| ABOUT THIS EXERCISE |
Output all the entries below. Each must match exactly.

| MATERIAL PROVIDED |
++++++++

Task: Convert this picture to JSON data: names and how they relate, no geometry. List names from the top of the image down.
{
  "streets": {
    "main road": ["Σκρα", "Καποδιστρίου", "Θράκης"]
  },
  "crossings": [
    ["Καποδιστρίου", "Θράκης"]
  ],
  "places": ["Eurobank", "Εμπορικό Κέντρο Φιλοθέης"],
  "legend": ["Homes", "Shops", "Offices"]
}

++++++++

| SOLUTION |
Task: Convert this picture to JSON data: names and how they relate, no geometry. List names from the top of the image down.
{
  "streets": {
    "main road": ["Σκρα", "Καποδιστρίου", "Θράκης"]
  },
  "crossings": [
    ["Καποδιστρίου", "Θράκης"]
  ],
  "places": ["Eurobank", "Εμπορικό Κέντρο Φιλοθέης"],
  "legend": ["Homes", "Shops", "Offices"]
}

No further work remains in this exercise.